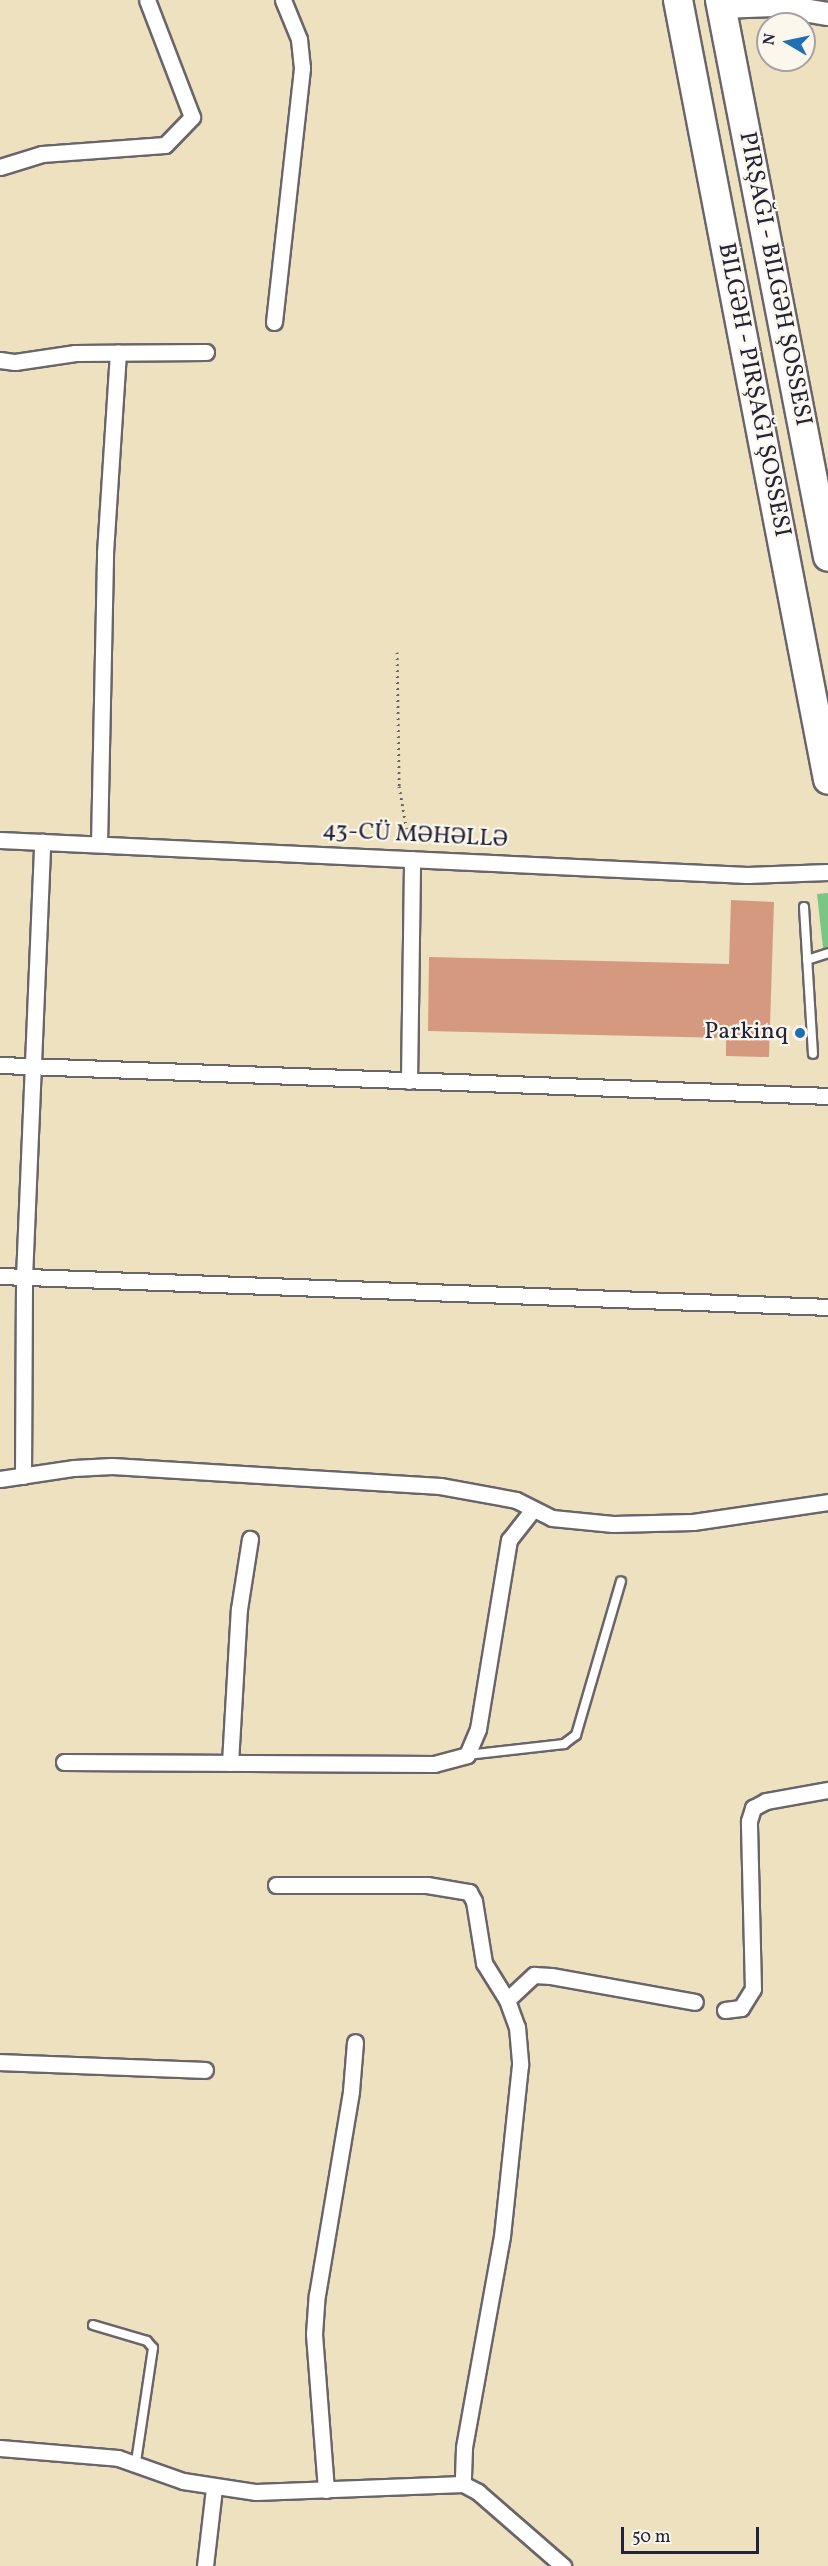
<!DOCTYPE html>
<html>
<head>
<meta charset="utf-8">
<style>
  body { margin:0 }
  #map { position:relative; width:828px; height:2566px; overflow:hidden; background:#ede1c0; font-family:Vollkorn,serif }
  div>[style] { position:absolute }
  .green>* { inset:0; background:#7bc684 }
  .building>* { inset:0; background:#d5997f }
  .path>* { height:3px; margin-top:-1.5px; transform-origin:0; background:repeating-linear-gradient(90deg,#69656a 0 1.5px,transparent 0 6px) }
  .roads { filter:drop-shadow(2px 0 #69656a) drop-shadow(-2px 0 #69656a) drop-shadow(0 2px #69656a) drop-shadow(0 -2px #69656a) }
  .lane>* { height:8px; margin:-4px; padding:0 4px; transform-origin:4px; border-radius:4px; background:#fff }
  .street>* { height:15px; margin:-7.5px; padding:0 7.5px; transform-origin:7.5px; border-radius:7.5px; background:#fff }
  .secondary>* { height:22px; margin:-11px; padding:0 11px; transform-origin:11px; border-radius:11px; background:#fff }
  .highway>* { height:28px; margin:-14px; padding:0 14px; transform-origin:14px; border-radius:14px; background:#fff }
  .dots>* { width:16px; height:16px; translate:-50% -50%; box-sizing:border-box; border:3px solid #fbf7ec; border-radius:50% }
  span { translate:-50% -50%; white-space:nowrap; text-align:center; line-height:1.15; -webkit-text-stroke:4.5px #fbf7ec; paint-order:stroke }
  .street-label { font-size:24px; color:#22223b }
  .poi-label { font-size:24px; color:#22223b }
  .right { translate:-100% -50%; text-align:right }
  .north { position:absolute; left:756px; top:12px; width:60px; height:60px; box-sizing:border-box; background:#fbf7ec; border:2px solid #a4a2a5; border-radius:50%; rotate:279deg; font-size:16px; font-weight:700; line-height:24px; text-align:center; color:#22223b }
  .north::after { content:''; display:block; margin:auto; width:21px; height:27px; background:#1f6fb2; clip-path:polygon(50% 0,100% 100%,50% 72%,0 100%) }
  .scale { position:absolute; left:621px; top:2527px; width:138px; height:27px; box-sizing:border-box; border:3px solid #22223b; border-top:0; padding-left:8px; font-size:18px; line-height:21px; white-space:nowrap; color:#22223b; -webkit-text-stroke:4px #fbf7ec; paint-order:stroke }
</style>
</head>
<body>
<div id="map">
  <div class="green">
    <i style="clip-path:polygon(828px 893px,828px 947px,823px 948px,817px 894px)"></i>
  </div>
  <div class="building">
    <i style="clip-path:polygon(731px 900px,774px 902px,769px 1057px,726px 1056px,726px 1038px,428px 1031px,429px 957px,729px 964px)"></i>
  </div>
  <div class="path">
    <i style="left:397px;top:652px;width:134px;rotate:89.1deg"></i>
    <i style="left:399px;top:786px;width:57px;rotate:79.9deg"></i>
  </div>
  <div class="roads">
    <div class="lane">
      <i style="left:804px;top:907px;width:147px;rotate:86.5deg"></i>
      <i style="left:807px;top:960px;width:22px;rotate:-18deg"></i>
      <i style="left:467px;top:1755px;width:98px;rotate:-6.5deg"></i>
      <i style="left:564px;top:1744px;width:15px;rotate:-37deg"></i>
      <i style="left:576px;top:1735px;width:160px;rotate:-73.7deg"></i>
      <i style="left:93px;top:2325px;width:56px;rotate:16.5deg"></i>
      <i style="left:147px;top:2341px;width:9px;rotate:49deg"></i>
      <i style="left:153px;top:2348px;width:115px;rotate:98.5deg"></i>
    </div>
    <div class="street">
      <i style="left:0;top:167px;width:44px;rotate:-17.2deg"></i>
      <i style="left:42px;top:154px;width:123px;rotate:-4.2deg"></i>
      <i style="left:165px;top:145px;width:39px;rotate:-46deg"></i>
      <i style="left:192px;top:117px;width:125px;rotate:-111deg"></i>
      <i style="left:274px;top:322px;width:256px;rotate:-83.7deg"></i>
      <i style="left:302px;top:68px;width:29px;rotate:-96deg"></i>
      <i style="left:299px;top:39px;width:42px;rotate:-112.3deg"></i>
      <i style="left:0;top:360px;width:15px;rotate:8deg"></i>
      <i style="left:15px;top:362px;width:61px;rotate:-8.5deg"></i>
      <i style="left:75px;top:353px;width:131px;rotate:-0.4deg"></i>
      <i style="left:0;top:840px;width:748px;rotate:2.68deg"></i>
      <i style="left:747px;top:875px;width:81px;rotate:-2.1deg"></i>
      <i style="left:99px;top:844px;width:291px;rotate:-88.8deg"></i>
      <i style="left:105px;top:553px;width:201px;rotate:-86.3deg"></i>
      <i style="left:0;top:1065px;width:829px;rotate:2.14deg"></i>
      <i style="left:409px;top:1081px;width:222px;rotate:-89.2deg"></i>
      <i style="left:0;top:1276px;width:829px;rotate:2.14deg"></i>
      <i style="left:23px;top:1476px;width:198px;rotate:-89.7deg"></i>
      <i style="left:24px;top:1278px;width:437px;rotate:-87.6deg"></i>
      <i style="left:0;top:1479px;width:75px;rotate:-8.5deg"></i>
      <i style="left:74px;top:1468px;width:38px;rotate:-3deg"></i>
      <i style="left:112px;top:1466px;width:329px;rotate:3.5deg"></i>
      <i style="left:440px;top:1486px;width:77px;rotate:10.4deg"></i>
      <i style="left:516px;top:1500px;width:40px;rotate:26.6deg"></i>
      <i style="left:552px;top:1518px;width:61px;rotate:5.6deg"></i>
      <i style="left:613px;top:1524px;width:80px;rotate:-1.4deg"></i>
      <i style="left:693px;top:1522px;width:136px;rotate:-8.4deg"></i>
      <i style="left:64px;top:1762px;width:370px;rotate:0.3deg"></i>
      <i style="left:434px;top:1764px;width:34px;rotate:-15deg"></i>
      <i style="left:467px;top:1755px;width:28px;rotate:-67deg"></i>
      <i style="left:478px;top:1729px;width:192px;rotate:-80.7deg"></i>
      <i style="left:509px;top:1540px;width:39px;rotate:-52deg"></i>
      <i style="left:230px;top:1763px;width:154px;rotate:-86.7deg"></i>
      <i style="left:239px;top:1609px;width:71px;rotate:-81.1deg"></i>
      <i style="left:276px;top:1885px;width:151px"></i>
      <i style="left:427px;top:1885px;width:43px;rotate:9.5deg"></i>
      <i style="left:469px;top:1892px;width:10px;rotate:61deg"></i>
      <i style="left:474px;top:1901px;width:63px;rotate:80.8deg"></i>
      <i style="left:484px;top:1963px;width:44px;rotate:58.1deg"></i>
      <i style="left:507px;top:2000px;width:29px;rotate:70deg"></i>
      <i style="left:517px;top:2027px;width:38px;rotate:85deg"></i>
      <i style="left:520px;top:2065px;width:172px;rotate:96deg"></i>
      <i style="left:502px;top:2236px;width:215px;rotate:100.2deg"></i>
      <i style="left:464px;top:2448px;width:36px;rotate:92deg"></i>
      <i style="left:507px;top:2000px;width:37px;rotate:-43deg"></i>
      <i style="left:534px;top:1975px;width:17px;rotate:3deg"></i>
      <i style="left:551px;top:1976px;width:146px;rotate:10.2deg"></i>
      <i style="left:725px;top:2010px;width:16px;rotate:-7deg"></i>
      <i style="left:741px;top:2008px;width:22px;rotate:-58deg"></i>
      <i style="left:753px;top:1989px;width:168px;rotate:-91.4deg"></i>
      <i style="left:749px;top:1821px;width:14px;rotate:-73deg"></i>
      <i style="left:753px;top:1808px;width:15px;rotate:-28deg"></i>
      <i style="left:766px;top:1801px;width:63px;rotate:-10.1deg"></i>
      <i style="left:0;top:2062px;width:205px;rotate:2.2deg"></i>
      <i style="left:0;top:2448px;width:118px;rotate:4.8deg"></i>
      <i style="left:118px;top:2458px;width:69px;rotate:19.5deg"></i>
      <i style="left:183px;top:2481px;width:74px;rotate:8.6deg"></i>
      <i style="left:256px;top:2492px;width:207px;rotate:-2.2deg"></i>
      <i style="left:463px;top:2484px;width:17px;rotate:28deg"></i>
      <i style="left:478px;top:2492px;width:113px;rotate:41deg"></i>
      <i style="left:326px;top:2490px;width:156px;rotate:-94.4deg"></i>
      <i style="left:314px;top:2334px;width:39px;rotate:-86deg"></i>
      <i style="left:317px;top:2295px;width:207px;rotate:-80.5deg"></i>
      <i style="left:351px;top:2091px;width:49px;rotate:-85.3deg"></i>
      <i style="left:205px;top:2566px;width:79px;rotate:-83.4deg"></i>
    </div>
    <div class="secondary">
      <i style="left:721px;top:7px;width:53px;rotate:-2.2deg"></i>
      <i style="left:774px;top:5px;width:55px;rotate:9.5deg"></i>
    </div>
    <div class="highway">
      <i style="left:678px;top:0;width:794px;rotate:79.11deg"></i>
      <i style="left:720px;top:0;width:567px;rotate:79.03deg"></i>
    </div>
  </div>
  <div class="dots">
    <i style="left:800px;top:1033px;background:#1f6fb2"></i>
  </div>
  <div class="street-label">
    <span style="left:774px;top:279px;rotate:79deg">PIRŞAĞI - BILGƏH ŞOSSESI</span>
    <span style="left:753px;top:390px;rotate:79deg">BILGƏH - PIRŞAĞI ŞOSSESI</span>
    <span style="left:415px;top:836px;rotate:3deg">43-CÜ MƏHƏLLƏ</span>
  </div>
  <div class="poi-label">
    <span class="right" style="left:788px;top:1033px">Parkinq</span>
  </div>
  <div class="north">N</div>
  <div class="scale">50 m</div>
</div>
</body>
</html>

Task goal
Starting with the first line of the records above and stopping after the line containing "filter:drop-shadow(2px 0 #69656a)", repeat every line exactly and leave out the pictures.

Solution to the problem
<!DOCTYPE html>
<html>
<head>
<meta charset="utf-8">
<style>
  body { margin:0 }
  #map { position:relative; width:828px; height:2566px; overflow:hidden; background:#ede1c0; font-family:Vollkorn,serif }
  div>[style] { position:absolute }
  .green>* { inset:0; background:#7bc684 }
  .building>* { inset:0; background:#d5997f }
  .path>* { height:3px; margin-top:-1.5px; transform-origin:0; background:repeating-linear-gradient(90deg,#69656a 0 1.5px,transparent 0 6px) }
  .roads { filter:drop-shadow(2px 0 #69656a) drop-shadow(-2px 0 #69656a) drop-shadow(0 2px #69656a) drop-shadow(0 -2px #69656a) }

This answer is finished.